• Description of the task:
From the entries, copy each line that includes "lists".

Saved entries
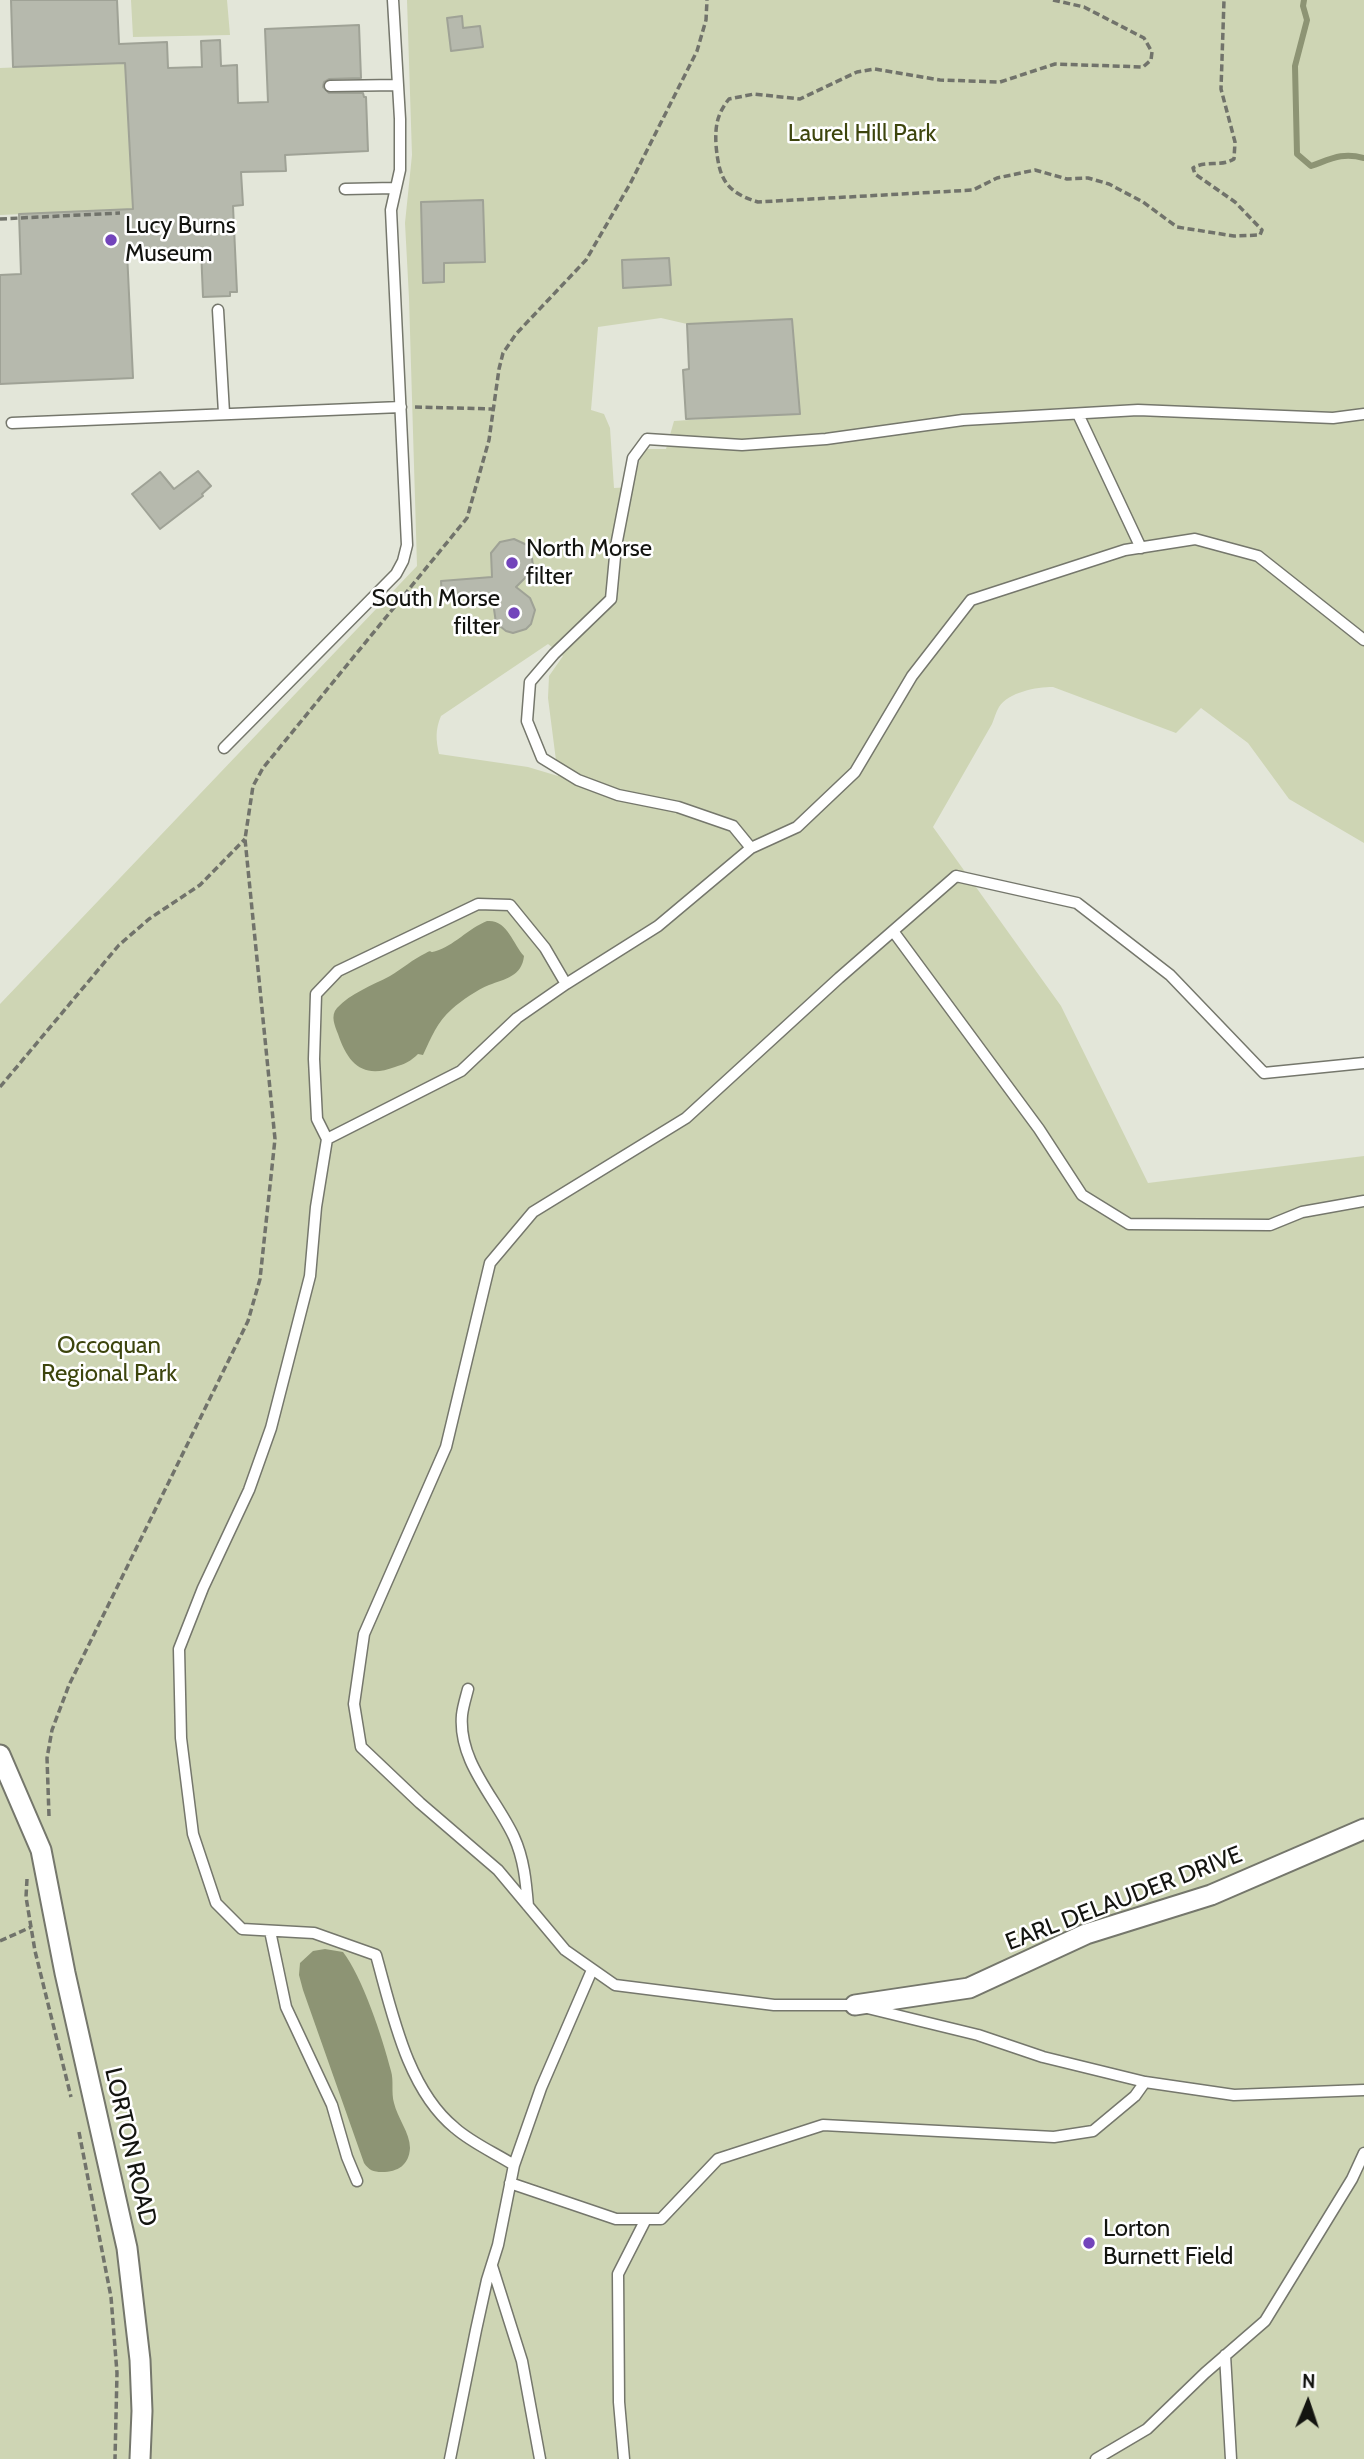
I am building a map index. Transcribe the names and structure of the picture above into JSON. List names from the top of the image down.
{
  "streets": {
    "street": ["EARL DELAUDER DRIVE", "LORTON ROAD"]
  },
  "parks": ["Laurel Hill Park", "Occoquan Regional Park"],
  "places": [
    "Lucy Burns Museum",
    "North Morse filter",
    "South Morse filter",
    "Lorton Burnett Field"
  ],
  "north": "top"
}
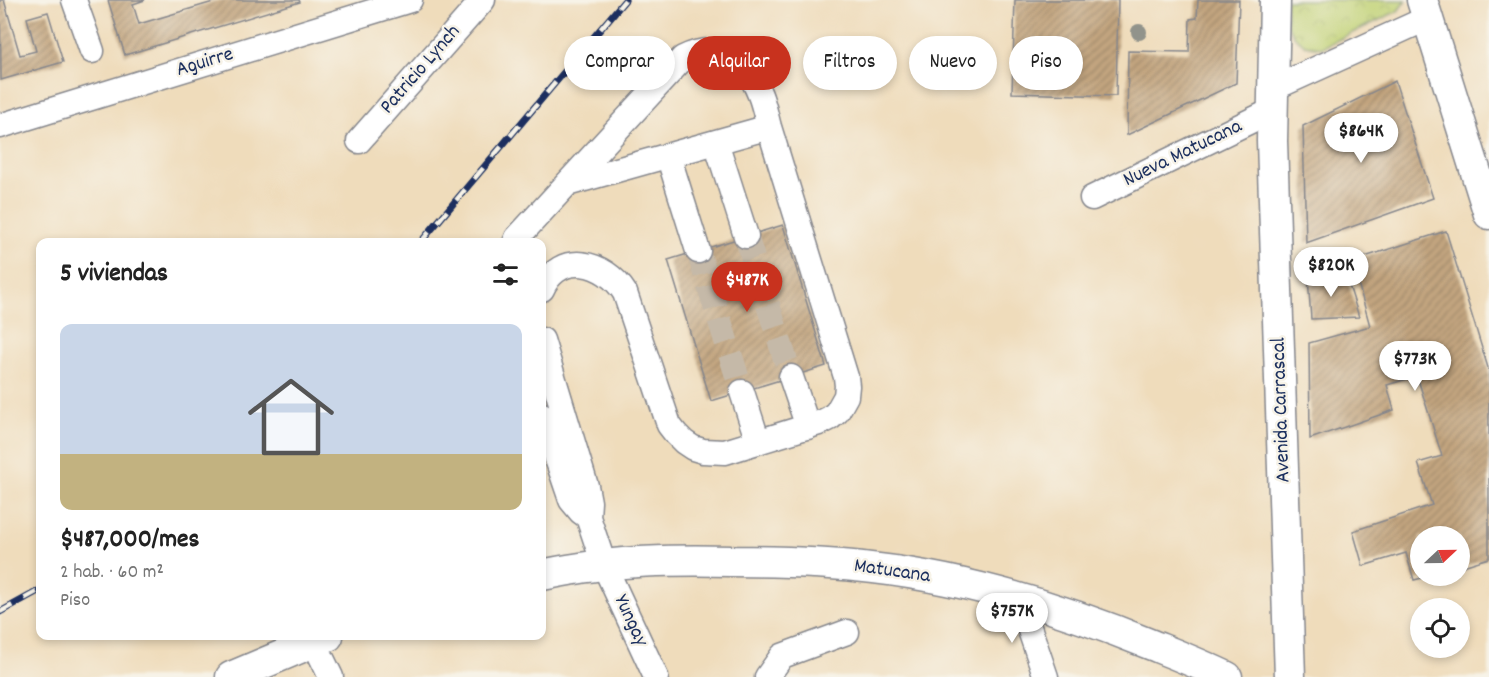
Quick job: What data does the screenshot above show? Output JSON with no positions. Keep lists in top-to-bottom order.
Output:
{
  "streets": {
    "main road": ["Avenida Carrascal", "Matucana"],
    "street": [
      "Aguirre",
      "Patricio Lynch",
      "Nueva Matucana",
      "Yungay"
    ]
  },
  "crossings": [
    ["Nueva Matucana", "Avenida Carrascal"],
    ["Matucana", "Yungay"]
  ],
  "north": "right",
  "page": {
    "chip": [
      "Comprar",
      "Alquilar",
      "Filtros",
      "Nuevo",
      "Piso"
    ],
    "price": [
      "$864K",
      "$820K",
      "$487K",
      "$773K",
      "$757K"
    ],
    "heading": "5 viviendas",
    "list": [
      {
        "name": "$487,000/mes",
        "note": "2 hab. · 60 m² · Piso"
      }
    ]
  }
}
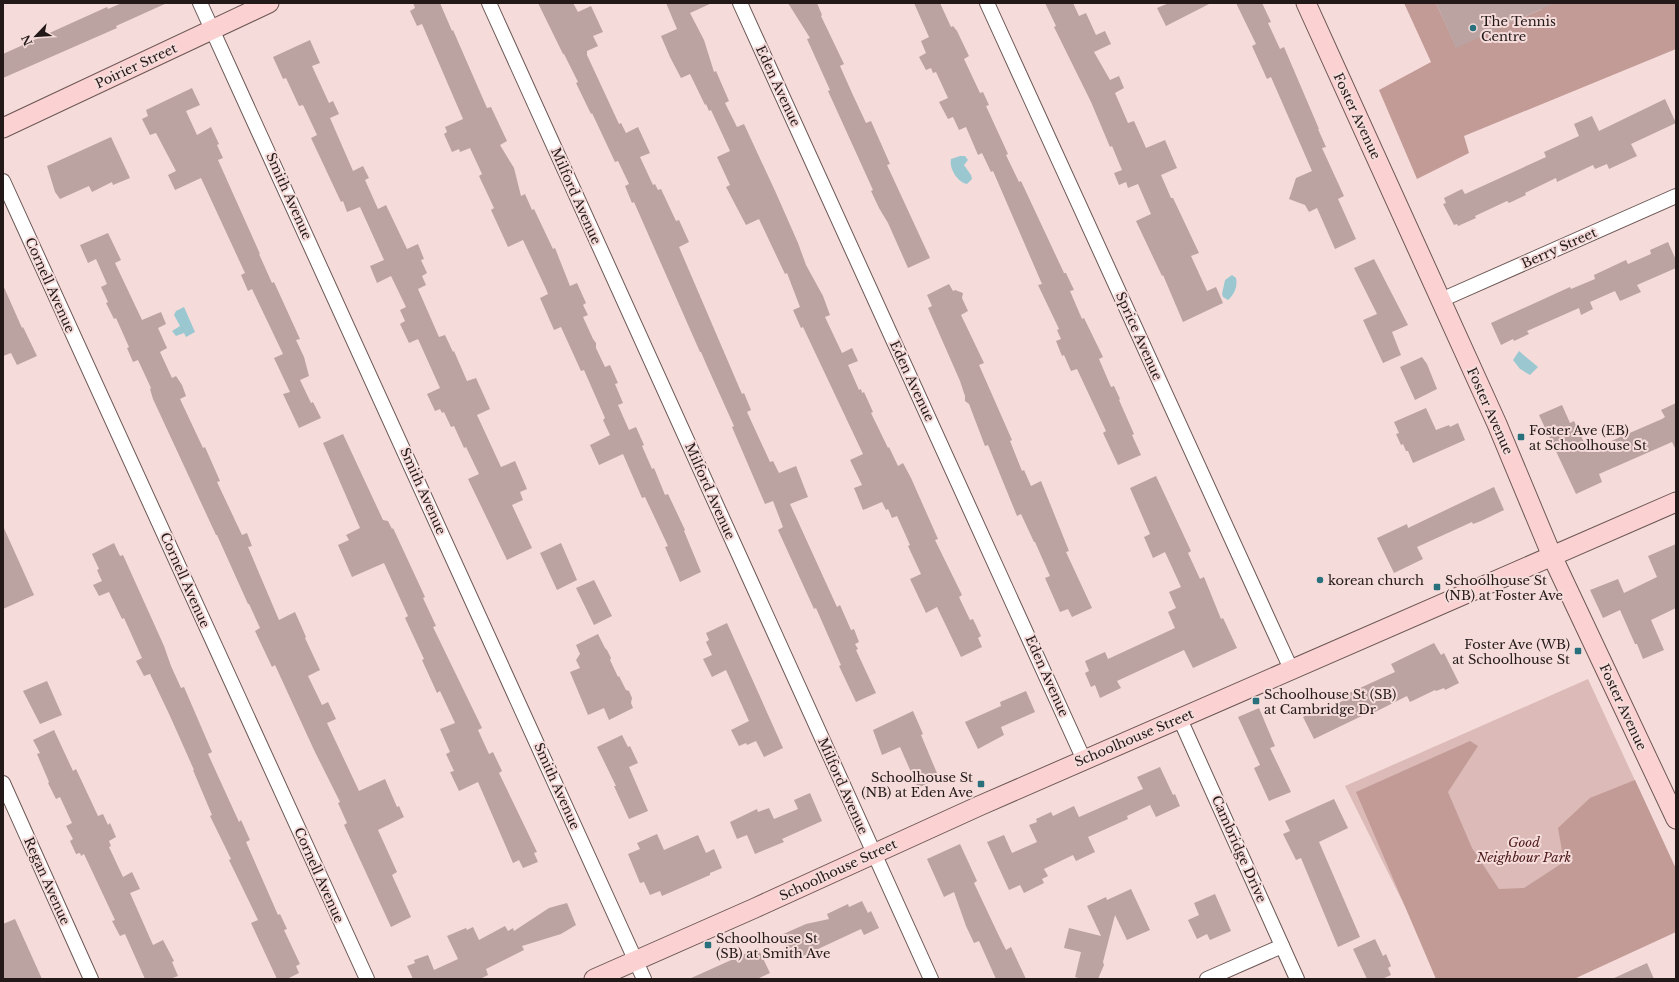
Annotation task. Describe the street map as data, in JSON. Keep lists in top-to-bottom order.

• Solved exercise:
Quick job: What data does the screenshot above show? Output JSON with no positions. Keep lists in top-to-bottom order.
Annotation task. Describe the street map as data, in JSON. Keep lists in top-to-bottom order.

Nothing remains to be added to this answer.